There’s so much I’d do if I had a time machine, but whatever happened, I know I’d have to pencil in one trip to see the Savage Young Beatles, tearing up clubs in Hamburg and Liverpool 60 years ago.
Like most people who were exposed to the Beatles long after their breakup, I first grew to love the hippie Beatles – “Yellow Submarine,” “Sgt. Pepper’s,” “Lucy In the Sky With Diamonds.” As I dug into their discography, for an awful long time I dismissed the early years as pleasant but slight pop songs (OK, “She Loves You” bangs, though). I felt that it was when the Beatles got weird that they really got cool.
But as I got older, I started to appreciate the amazing tight craft those young Beatles brought to everything they did. The covers they did of old Motown hits weren’t just disposable stuff they did as they learned to write songs themselves, they were the foundation for everything that came after. And boy, the more you read about those Savage Young Beatles, you realise how hardcore they were, a leather-jacketed, hard-living group of Liverpool toughs who earned their stripes gigging in impossibly difficult conditions in Hamburg, Germany and back home in Britain long before they appeared on Ed Sullivan’s show and kicked off a global revolution of sorts. It’s almost impossible to actually hear now what those shows – before the albums, before stardom – were really like, but you can imagine.

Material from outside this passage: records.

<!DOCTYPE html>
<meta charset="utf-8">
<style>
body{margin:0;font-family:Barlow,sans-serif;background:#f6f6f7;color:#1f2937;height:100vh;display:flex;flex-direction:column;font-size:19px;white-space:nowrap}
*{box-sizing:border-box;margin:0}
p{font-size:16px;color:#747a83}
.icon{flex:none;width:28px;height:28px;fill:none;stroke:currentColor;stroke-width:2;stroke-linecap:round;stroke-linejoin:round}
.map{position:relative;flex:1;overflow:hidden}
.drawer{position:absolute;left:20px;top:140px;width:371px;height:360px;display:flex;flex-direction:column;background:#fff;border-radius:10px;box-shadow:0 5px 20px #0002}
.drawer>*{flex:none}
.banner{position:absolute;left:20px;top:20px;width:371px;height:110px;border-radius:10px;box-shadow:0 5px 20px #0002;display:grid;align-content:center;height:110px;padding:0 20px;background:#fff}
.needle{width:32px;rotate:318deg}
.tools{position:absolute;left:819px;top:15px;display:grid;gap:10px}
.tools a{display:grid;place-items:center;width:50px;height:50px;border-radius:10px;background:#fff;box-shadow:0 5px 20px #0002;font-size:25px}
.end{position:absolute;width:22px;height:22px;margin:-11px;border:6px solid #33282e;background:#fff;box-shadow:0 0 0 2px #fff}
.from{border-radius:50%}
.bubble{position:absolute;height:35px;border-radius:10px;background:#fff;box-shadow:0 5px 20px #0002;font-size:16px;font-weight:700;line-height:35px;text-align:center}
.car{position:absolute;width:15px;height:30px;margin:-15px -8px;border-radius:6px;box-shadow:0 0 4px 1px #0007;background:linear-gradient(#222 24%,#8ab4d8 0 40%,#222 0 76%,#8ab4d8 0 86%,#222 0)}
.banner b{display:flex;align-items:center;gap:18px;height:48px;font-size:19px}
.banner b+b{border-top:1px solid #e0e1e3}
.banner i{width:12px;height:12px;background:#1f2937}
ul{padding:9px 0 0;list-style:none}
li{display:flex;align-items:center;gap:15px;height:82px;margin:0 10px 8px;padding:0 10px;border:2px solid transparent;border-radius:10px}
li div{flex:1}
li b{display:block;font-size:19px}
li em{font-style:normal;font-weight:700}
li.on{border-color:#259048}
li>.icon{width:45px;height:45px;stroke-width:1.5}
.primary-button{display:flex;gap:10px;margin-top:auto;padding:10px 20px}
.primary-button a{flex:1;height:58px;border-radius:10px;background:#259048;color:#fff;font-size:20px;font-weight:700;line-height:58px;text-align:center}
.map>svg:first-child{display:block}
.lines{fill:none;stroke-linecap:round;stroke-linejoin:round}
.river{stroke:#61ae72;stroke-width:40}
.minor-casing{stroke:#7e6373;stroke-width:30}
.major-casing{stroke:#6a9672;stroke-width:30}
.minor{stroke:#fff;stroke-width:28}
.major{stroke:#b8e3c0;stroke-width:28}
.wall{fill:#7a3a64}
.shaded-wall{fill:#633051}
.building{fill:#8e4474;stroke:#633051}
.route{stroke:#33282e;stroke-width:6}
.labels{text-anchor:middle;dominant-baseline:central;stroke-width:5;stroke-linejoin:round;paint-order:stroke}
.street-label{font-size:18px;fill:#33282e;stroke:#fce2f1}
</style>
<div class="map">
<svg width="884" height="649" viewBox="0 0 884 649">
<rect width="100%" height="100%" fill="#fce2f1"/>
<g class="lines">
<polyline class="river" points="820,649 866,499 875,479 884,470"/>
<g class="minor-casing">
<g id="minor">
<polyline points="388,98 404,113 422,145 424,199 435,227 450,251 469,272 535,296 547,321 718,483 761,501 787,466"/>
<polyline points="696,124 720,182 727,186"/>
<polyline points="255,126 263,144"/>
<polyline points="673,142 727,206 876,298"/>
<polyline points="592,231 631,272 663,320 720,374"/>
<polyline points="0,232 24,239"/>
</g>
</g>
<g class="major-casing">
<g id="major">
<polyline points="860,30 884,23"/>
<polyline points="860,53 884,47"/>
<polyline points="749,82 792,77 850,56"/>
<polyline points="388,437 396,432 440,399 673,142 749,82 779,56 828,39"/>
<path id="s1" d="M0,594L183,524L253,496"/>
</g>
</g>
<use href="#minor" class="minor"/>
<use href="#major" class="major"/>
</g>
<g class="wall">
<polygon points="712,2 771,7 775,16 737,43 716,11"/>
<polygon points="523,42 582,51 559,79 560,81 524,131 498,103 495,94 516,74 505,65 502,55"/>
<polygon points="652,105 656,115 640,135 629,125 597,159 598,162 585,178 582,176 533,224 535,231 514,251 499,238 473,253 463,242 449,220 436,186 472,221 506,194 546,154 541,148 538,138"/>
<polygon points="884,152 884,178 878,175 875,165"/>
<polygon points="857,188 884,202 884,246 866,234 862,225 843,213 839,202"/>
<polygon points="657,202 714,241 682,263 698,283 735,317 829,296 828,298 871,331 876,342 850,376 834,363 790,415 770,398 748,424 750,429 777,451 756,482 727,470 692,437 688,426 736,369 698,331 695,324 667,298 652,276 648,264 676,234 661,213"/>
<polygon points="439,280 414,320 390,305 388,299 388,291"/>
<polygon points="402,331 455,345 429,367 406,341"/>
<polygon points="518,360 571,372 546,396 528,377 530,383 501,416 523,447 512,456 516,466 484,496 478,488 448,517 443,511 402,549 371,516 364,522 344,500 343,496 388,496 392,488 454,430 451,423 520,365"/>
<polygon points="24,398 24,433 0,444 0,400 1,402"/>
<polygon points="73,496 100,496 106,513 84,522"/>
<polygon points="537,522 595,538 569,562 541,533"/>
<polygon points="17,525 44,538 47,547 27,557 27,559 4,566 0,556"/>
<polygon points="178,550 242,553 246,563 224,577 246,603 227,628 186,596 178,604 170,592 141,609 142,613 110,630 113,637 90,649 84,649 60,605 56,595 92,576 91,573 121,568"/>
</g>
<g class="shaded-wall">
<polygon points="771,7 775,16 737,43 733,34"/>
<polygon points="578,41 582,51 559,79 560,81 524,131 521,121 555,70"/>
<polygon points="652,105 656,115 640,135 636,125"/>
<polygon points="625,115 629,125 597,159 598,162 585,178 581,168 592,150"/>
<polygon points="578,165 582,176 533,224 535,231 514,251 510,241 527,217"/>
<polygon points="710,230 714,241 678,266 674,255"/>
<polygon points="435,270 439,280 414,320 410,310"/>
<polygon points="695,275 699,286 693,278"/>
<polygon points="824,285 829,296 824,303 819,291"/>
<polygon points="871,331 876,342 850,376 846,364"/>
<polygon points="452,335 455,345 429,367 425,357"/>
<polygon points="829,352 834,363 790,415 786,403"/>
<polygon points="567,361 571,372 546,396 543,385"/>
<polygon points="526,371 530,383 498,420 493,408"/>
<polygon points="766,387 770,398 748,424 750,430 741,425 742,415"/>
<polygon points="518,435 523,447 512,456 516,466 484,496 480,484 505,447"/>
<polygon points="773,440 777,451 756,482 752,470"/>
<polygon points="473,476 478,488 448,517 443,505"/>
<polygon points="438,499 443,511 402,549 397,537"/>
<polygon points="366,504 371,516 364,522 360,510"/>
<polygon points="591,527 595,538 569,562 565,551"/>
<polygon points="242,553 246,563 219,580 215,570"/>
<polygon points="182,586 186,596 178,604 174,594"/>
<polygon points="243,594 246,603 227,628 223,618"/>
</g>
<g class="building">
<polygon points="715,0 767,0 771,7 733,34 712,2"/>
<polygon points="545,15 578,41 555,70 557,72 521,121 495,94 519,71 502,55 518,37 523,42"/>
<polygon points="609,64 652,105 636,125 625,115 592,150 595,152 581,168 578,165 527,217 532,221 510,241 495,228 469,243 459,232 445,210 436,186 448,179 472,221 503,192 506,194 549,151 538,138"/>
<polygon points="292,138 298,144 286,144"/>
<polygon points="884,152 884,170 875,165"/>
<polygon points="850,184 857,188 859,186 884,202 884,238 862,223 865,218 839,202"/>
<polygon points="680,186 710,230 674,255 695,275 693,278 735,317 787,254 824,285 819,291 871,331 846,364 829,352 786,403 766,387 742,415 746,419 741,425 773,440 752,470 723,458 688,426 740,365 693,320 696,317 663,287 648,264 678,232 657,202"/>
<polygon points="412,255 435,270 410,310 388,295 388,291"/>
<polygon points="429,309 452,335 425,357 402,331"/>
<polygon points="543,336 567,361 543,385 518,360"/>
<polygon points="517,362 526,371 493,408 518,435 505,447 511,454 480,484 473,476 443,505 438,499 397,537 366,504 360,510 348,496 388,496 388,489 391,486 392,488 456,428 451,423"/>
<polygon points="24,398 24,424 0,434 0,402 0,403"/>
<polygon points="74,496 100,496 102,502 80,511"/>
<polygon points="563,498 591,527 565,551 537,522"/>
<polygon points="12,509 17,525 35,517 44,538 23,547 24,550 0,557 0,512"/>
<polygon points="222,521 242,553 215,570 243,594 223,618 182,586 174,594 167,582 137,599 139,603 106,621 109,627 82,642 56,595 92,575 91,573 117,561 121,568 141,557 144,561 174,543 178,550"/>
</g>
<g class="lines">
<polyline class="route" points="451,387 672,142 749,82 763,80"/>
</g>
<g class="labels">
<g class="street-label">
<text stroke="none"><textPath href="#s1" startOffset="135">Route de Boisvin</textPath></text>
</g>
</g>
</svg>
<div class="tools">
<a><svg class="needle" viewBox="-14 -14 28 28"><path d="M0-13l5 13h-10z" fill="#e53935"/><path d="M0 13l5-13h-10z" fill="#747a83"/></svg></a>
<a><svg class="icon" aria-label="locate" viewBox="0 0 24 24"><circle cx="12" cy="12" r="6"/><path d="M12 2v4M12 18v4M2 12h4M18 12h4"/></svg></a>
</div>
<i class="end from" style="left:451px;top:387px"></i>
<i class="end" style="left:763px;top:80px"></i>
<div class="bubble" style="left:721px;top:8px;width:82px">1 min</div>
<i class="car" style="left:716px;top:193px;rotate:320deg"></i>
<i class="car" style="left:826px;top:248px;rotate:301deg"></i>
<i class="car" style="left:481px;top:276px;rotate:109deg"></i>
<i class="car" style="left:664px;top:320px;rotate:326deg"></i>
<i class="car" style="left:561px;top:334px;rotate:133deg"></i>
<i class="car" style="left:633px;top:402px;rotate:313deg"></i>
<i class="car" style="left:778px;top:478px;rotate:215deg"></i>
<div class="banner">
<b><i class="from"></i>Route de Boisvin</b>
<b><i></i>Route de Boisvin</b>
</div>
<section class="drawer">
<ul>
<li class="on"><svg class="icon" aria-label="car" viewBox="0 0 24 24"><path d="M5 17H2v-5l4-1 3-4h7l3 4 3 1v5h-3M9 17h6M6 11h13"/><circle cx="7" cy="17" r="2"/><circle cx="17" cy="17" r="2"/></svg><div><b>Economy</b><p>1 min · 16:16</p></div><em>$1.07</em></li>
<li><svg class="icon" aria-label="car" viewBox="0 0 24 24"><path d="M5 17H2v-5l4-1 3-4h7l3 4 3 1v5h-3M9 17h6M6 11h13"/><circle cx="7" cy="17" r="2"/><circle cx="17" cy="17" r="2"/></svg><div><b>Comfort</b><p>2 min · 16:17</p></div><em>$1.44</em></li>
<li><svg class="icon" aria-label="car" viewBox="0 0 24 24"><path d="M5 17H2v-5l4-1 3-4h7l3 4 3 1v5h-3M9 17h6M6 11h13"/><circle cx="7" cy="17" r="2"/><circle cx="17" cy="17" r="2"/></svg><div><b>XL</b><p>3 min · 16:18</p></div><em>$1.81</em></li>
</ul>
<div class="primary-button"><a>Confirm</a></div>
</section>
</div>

I recently finished reading Mark Lewisohn’s fab “All These Years: Tune In,” the first of three planned mammoth Beatles biographies and one that only goes up to the end of 1962, with John, Paul, George and new member Ringo poised on the edge of a wave that would catapult them into history. It’s an immense, 1000-page or so deep dive into everything that went into creating the Beatles, and it brings their hungry young days and childhoods into vivid life. You can almost smell the sweat dripping off the walls of the legendary Cavern Club, or the energy of the booze-soaked, violence-filled German clubs they pounded away in. The Beatles would play away in the Hamburg bars and clubs for hours on end, sleeping in gritty dives and relying on uppers and the boundless energy of youth to get through it all. These are the Beatles just before they adopted the Beatles haircuts, before Stu Sutcliffe died and Pete Best was fired, when they ran out of songs to play and vogued, vamped and jammed to get through the nights. It was the apprenticeship that gave them the skills to do everything after.
And boy, wouldn’t it have been something to ride that time machine and see one of these seamy Hamburg gigs with the benefit of hindsight, to get right up close enough to see teenage George’s fingers hit those chords and the cigarette-soaked aroma of John and Paul’s voices? Few people would ever see the Beatles up this close and raw again after 1962. It’s an era that’s been explored in movies like the great, underrated Backbeat and reimagined in books, but it’s also one that is mostly left up to the imaginations. There’s only a few recordings of The Beatles late into their Germany gigs, the main one being The Beatles Live! at the Star-Club in Hamburg album from December 1962. The sound quality from old vinyl records of this gig are absolutely terrible, but thanks to modern technology there’s now a cleaned-up, remastered “Executive Version” of the show you can hunt for online that makes it probably as clear as we’ll ever get. It’s probably not quite what the Beatles at their pills-addled, sleep-deprived rawest would’ve been like, but it’s at least a taste. There’s an insanely amped-up, crazed version of “Roll Over Beethoven” that sounds something like The Damned mixed with Hüsker Dü.
Still, though, wouldn’t it be something to be a fly on the wall in a dim, dark Hamburg club 60 years ago, to see a Beatles that I like to imagine sounded more like the Stooges than “Yesterday”? They were savage and young, and they’d never ever be like that again.